Could you elaborate a bit on how that would be done?

I looked into how Flux functors are built and how they are used, would it be implemented like this? It isn't exactly clear to me.

One way you might implement this idea in Flux is by generating a Flux.Chain for the entire network that is a sequence of three building blocks, repeated:

Flux.Chain( Dense(in, out, σ=identity; bias=true, init=nn_param_init), AdaptiveActivation(n, a), NonlinearActivation(nonlinearity), )

The entire network would be those three layers repeated for how many hidden layers there are. Then you'd have to write a struct for AdaptiveActivation which would simply multiply the appropriate input by the n a current value in an elementwise fashion (very similar to the Diagonal implementation in Flux), and a NonlinearActivation struct which would have no trainable parameters but simply apply desired nonlinearity after the adaptive activation. Basically in total you'd be recreating the Dense layer but with an extra elementwise operation in the middle.

This part of the Flux code would be good reference, since the building blocks you'd want to implement are similar to Dense and Diagonal, and you can see how the @functor macro gets used.
https://github.com/FluxML/Flux.jl/blob/ef04fda844ea05c45d8cc53448e3b25513a77617/src/layers/basic.jl#L82-L122

Interestingly the first paper's version is the hardest to implement here because you have to make sure that each of the AdaptiveActivations are utilizing the same value for a (this is known as weight tying or weight sharing). That would go under the kind of stuff that is covered in this doc for Flux:
https://fluxml.ai/Flux.jl/stable/models/advanced/

zoemcc · 2022-03-22T02:30:53Z

I agree with Chris that I think most of that work should not go here as it is mostly neural architecture related. I think it could make sense to add to the DiffEqFlux repository as was mentioned in the issue for this method. Alternatively we could make a new file in this repo such as networks.jl and have it go there along with other neural architectures that are implemented with PINNs in mind. If you want to include the adaptive activation function in the first paper referenced https://arxiv.org/pdf/1906.01170 and also the second paper https://arxiv.org/pdf/1909.12228 , then I think it would make sense to write a single function such as

function AdaptiveActivationFeedForwardNetwork(hyperparameters...)

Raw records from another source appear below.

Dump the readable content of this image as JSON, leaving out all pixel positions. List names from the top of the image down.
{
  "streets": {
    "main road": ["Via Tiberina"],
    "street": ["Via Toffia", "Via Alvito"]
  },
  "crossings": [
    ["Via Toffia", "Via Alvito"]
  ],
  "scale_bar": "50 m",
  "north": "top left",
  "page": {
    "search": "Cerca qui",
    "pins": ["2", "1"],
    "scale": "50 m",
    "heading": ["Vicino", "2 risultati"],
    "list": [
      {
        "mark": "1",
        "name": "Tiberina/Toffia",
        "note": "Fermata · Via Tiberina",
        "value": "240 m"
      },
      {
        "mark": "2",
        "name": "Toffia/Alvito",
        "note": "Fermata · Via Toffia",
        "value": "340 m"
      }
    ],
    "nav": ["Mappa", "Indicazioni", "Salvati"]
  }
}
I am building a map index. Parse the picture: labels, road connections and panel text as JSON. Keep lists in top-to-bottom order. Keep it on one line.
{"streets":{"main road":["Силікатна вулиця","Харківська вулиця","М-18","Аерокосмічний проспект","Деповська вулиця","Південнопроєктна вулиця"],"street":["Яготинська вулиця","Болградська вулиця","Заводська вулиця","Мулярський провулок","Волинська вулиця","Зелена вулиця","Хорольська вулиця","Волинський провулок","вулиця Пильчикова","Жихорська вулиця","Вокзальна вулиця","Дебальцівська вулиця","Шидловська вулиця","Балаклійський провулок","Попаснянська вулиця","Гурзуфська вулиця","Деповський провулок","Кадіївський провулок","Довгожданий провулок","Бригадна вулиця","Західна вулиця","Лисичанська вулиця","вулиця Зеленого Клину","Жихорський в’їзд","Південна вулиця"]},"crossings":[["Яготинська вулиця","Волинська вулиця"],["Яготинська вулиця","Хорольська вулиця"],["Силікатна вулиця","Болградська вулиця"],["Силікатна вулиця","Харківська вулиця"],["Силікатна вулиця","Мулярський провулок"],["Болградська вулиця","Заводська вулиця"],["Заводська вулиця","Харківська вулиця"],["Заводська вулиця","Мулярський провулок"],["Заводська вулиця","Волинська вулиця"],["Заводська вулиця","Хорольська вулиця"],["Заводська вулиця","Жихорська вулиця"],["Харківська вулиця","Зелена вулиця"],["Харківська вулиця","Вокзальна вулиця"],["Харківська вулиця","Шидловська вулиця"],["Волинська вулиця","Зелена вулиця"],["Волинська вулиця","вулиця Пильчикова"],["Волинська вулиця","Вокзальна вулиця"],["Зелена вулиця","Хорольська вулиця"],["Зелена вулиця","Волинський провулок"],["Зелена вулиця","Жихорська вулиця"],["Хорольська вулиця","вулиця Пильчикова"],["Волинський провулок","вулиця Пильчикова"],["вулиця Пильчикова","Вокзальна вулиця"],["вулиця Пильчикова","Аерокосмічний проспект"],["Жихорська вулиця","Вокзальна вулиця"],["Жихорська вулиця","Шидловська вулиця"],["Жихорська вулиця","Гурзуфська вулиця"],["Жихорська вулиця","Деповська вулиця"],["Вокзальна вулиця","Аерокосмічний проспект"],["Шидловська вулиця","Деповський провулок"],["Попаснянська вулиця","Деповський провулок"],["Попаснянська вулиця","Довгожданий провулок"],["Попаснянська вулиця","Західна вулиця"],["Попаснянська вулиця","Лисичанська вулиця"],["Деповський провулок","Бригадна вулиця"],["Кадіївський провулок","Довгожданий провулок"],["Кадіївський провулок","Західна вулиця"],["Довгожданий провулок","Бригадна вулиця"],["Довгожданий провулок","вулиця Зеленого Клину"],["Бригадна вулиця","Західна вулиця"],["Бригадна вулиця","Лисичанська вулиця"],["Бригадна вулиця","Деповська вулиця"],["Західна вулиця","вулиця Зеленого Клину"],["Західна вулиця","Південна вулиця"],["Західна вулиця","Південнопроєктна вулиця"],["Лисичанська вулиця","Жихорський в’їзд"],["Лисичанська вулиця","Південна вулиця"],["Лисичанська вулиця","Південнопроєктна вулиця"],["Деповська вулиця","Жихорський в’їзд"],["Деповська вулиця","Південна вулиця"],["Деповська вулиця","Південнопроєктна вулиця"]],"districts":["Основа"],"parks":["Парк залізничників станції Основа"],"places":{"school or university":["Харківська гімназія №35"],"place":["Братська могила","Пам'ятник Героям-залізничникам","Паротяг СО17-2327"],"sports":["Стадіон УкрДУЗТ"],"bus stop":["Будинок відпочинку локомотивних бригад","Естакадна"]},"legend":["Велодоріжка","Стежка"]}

  function slope_recovery_loss_func(phi, θ, p)
    # calculate the slope_recovery loss function here as a function of the θ parameters that are generated for this network
    return regularizer_loss
  end

  return (network=FastChain(...), loss_func=slope_recovery_loss_func)
end

where you return a NamedTuple of either a DiffEqFlux.FastChain or a Flux.Chain, and the function that will compute the Slope Recovery loss from the second paper. Then the user would be able to pass in that network to the PINN and the Slope Recovery loss function to the additional_loss input to the PINN. If it ends up being a huge improvement to the overall function of the learning process then it might make sense to include it in the internals of the PINN but I think for now it makes sense to generate the network and feed in the Slope Recovery regularizer function through the external interface, and I don't think any changes in the internals of the PINN implementation will be required to implement these algorithms.

The hyperparameters you would want to include (as arguments to that function) are at least:

Number of hidden layers
Dimension of each hidden layer
Number of inputs and number of outputs
Which nonlinearity to apply after the scaling from the paper
Feedforward network hyperparameters such as initial parameter distributions
Which of the three different forms of adaptive activation to use
n value for the algorithm: initial a should be scaled such that n*a=1 for each a parameter

and possibly others that I didn't think of that will become apparent to you during implementation

zoemcc · 2022-03-22T02:33:03Z

Also I think there's an issue with your line ending commit style, and that's why almost every line has a change. Are you committing in Windows line-ending style? I believe we're using Unix line-ending style and having the two be different would result in almost every line being changed constantly (like what is being observed here).

I think it's an option in your git config settings.

rbSparky · 2022-03-22T03:25:24Z

Thanks for the pointers! I think I have a clearer idea of what to do now. I'll create a networks.jl in this repo and start working on that.

Also yes, I had Windows line-ending style for now, I'll change to Unix line-ending style for further commits.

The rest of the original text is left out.